Problem to work on:
Please copy out all the data. Every detail stays the same.

Dataset items
========

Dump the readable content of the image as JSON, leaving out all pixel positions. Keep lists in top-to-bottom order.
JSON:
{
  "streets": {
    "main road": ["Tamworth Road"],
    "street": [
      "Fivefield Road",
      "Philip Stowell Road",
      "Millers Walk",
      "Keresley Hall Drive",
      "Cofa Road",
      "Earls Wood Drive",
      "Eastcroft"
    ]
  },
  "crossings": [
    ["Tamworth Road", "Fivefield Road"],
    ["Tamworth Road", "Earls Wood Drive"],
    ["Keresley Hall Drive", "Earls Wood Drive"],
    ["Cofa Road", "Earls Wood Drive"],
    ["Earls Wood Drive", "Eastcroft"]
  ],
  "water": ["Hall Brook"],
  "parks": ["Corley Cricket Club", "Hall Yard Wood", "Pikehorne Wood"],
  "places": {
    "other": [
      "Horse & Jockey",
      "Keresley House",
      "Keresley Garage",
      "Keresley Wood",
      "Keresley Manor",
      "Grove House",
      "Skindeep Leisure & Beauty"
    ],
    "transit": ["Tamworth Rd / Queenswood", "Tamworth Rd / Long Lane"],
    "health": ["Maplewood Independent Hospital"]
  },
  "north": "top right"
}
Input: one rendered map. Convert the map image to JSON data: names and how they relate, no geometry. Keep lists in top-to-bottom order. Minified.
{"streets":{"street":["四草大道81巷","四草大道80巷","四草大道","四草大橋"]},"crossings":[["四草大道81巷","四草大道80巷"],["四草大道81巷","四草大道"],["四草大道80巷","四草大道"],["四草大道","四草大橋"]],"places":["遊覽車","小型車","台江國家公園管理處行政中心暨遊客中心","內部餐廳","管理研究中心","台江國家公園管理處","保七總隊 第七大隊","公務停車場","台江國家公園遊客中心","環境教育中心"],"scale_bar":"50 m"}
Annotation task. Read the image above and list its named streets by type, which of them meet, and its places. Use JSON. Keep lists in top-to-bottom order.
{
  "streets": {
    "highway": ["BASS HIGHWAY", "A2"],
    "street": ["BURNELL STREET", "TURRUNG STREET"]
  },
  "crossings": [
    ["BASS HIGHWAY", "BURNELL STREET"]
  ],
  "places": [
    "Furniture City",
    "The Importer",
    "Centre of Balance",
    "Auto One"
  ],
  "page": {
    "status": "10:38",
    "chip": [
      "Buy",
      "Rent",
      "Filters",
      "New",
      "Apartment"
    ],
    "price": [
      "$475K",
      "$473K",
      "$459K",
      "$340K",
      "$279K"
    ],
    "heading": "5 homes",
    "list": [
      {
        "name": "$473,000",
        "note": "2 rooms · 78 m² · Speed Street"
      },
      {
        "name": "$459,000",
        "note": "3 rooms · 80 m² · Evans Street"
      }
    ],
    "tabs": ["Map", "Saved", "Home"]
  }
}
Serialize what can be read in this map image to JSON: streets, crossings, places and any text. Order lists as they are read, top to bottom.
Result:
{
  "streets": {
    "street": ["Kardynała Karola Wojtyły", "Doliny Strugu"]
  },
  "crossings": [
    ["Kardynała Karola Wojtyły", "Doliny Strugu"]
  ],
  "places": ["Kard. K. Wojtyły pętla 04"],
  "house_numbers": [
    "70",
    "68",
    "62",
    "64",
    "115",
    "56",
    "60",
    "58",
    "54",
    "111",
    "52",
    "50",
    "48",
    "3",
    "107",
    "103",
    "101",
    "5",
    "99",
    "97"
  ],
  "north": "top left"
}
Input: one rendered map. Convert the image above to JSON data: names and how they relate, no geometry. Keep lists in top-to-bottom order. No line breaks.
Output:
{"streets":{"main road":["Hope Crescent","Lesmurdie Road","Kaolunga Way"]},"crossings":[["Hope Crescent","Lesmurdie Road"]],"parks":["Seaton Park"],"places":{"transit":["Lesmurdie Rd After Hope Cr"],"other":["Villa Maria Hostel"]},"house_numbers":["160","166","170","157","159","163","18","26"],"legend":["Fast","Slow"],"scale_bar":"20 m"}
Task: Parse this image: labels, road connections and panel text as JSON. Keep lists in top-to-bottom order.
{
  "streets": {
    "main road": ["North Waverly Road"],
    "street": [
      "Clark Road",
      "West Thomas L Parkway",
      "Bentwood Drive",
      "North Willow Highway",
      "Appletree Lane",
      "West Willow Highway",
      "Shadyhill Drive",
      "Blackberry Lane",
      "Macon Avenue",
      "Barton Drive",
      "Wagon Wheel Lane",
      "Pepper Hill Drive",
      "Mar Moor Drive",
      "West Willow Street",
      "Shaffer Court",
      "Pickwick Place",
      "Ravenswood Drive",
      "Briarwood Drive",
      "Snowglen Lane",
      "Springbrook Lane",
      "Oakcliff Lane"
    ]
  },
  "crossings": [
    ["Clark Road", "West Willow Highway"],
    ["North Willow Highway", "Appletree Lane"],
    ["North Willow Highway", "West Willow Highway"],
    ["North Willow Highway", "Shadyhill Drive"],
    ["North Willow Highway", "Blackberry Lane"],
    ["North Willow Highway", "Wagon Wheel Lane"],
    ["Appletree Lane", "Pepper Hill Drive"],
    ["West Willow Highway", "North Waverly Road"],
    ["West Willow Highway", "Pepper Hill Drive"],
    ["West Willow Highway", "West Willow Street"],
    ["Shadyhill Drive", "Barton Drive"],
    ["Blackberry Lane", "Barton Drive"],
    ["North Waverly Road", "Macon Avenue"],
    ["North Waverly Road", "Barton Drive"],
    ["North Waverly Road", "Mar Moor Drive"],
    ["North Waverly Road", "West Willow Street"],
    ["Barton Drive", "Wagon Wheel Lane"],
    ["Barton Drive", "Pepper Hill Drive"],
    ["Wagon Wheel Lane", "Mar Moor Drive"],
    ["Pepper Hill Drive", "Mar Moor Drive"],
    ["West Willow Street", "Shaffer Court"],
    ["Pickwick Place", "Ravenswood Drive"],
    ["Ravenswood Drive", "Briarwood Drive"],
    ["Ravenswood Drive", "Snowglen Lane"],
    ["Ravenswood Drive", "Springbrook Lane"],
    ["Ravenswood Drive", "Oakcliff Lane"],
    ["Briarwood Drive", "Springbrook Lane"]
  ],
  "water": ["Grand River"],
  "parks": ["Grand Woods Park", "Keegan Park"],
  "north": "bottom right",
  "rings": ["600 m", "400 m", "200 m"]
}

========

Answer section:
Dump the readable content of the image as JSON, leaving out all pixel positions. Keep lists in top-to-bottom order.
JSON:
{
  "streets": {
    "main road": ["Tamworth Road"],
    "street": [
      "Fivefield Road",
      "Philip Stowell Road",
      "Millers Walk",
      "Keresley Hall Drive",
      "Cofa Road",
      "Earls Wood Drive",
      "Eastcroft"
    ]
  },
  "crossings": [
    ["Tamworth Road", "Fivefield Road"],
    ["Tamworth Road", "Earls Wood Drive"],
    ["Keresley Hall Drive", "Earls Wood Drive"],
    ["Cofa Road", "Earls Wood Drive"],
    ["Earls Wood Drive", "Eastcroft"]
  ],
  "water": ["Hall Brook"],
  "parks": ["Corley Cricket Club", "Hall Yard Wood", "Pikehorne Wood"],
  "places": {
    "other": [
      "Horse & Jockey",
      "Keresley House",
      "Keresley Garage",
      "Keresley Wood",
      "Keresley Manor",
      "Grove House",
      "Skindeep Leisure & Beauty"
    ],
    "transit": ["Tamworth Rd / Queenswood", "Tamworth Rd / Long Lane"],
    "health": ["Maplewood Independent Hospital"]
  },
  "north": "top right"
}
Input: one rendered map. Convert the map image to JSON data: names and how they relate, no geometry. Keep lists in top-to-bottom order. Minified.
{"streets":{"street":["四草大道81巷","四草大道80巷","四草大道","四草大橋"]},"crossings":[["四草大道81巷","四草大道80巷"],["四草大道81巷","四草大道"],["四草大道80巷","四草大道"],["四草大道","四草大橋"]],"places":["遊覽車","小型車","台江國家公園管理處行政中心暨遊客中心","內部餐廳","管理研究中心","台江國家公園管理處","保七總隊 第七大隊","公務停車場","台江國家公園遊客中心","環境教育中心"],"scale_bar":"50 m"}
Annotation task. Read the image above and list its named streets by type, which of them meet, and its places. Use JSON. Keep lists in top-to-bottom order.
{
  "streets": {
    "highway": ["BASS HIGHWAY", "A2"],
    "street": ["BURNELL STREET", "TURRUNG STREET"]
  },
  "crossings": [
    ["BASS HIGHWAY", "BURNELL STREET"]
  ],
  "places": [
    "Furniture City",
    "The Importer",
    "Centre of Balance",
    "Auto One"
  ],
  "page": {
    "status": "10:38",
    "chip": [
      "Buy",
      "Rent",
      "Filters",
      "New",
      "Apartment"
    ],
    "price": [
      "$475K",
      "$473K",
      "$459K",
      "$340K",
      "$279K"
    ],
    "heading": "5 homes",
    "list": [
      {
        "name": "$473,000",
        "note": "2 rooms · 78 m² · Speed Street"
      },
      {
        "name": "$459,000",
        "note": "3 rooms · 80 m² · Evans Street"
      }
    ],
    "tabs": ["Map", "Saved", "Home"]
  }
}
Serialize what can be read in this map image to JSON: streets, crossings, places and any text. Order lists as they are read, top to bottom.
Result:
{
  "streets": {
    "street": ["Kardynała Karola Wojtyły", "Doliny Strugu"]
  },
  "crossings": [
    ["Kardynała Karola Wojtyły", "Doliny Strugu"]
  ],
  "places": ["Kard. K. Wojtyły pętla 04"],
  "house_numbers": [
    "70",
    "68",
    "62",
    "64",
    "115",
    "56",
    "60",
    "58",
    "54",
    "111",
    "52",
    "50",
    "48",
    "3",
    "107",
    "103",
    "101",
    "5",
    "99",
    "97"
  ],
  "north": "top left"
}
Input: one rendered map. Convert the image above to JSON data: names and how they relate, no geometry. Keep lists in top-to-bottom order. No line breaks.
Output:
{"streets":{"main road":["Hope Crescent","Lesmurdie Road","Kaolunga Way"]},"crossings":[["Hope Crescent","Lesmurdie Road"]],"parks":["Seaton Park"],"places":{"transit":["Lesmurdie Rd After Hope Cr"],"other":["Villa Maria Hostel"]},"house_numbers":["160","166","170","157","159","163","18","26"],"legend":["Fast","Slow"],"scale_bar":"20 m"}
Task: Parse this image: labels, road connections and panel text as JSON. Keep lists in top-to-bottom order.
{
  "streets": {
    "main road": ["North Waverly Road"],
    "street": [
      "Clark Road",
      "West Thomas L Parkway",
      "Bentwood Drive",
      "North Willow Highway",
      "Appletree Lane",
      "West Willow Highway",
      "Shadyhill Drive",
      "Blackberry Lane",
      "Macon Avenue",
      "Barton Drive",
      "Wagon Wheel Lane",
      "Pepper Hill Drive",
      "Mar Moor Drive",
      "West Willow Street",
      "Shaffer Court",
      "Pickwick Place",
      "Ravenswood Drive",
      "Briarwood Drive",
      "Snowglen Lane",
      "Springbrook Lane",
      "Oakcliff Lane"
    ]
  },
  "crossings": [
    ["Clark Road", "West Willow Highway"],
    ["North Willow Highway", "Appletree Lane"],
    ["North Willow Highway", "West Willow Highway"],
    ["North Willow Highway", "Shadyhill Drive"],
    ["North Willow Highway", "Blackberry Lane"],
    ["North Willow Highway", "Wagon Wheel Lane"],
    ["Appletree Lane", "Pepper Hill Drive"],
    ["West Willow Highway", "North Waverly Road"],
    ["West Willow Highway", "Pepper Hill Drive"],
    ["West Willow Highway", "West Willow Street"],
    ["Shadyhill Drive", "Barton Drive"],
    ["Blackberry Lane", "Barton Drive"],
    ["North Waverly Road", "Macon Avenue"],
    ["North Waverly Road", "Barton Drive"],
    ["North Waverly Road", "Mar Moor Drive"],
    ["North Waverly Road", "West Willow Street"],
    ["Barton Drive", "Wagon Wheel Lane"],
    ["Barton Drive", "Pepper Hill Drive"],
    ["Wagon Wheel Lane", "Mar Moor Drive"],
    ["Pepper Hill Drive", "Mar Moor Drive"],
    ["West Willow Street", "Shaffer Court"],
    ["Pickwick Place", "Ravenswood Drive"],
    ["Ravenswood Drive", "Briarwood Drive"],
    ["Ravenswood Drive", "Snowglen Lane"],
    ["Ravenswood Drive", "Springbrook Lane"],
    ["Ravenswood Drive", "Oakcliff Lane"],
    ["Briarwood Drive", "Springbrook Lane"]
  ],
  "water": ["Grand River"],
  "parks": ["Grand Woods Park", "Keegan Park"],
  "north": "bottom right",
  "rings": ["600 m", "400 m", "200 m"]
}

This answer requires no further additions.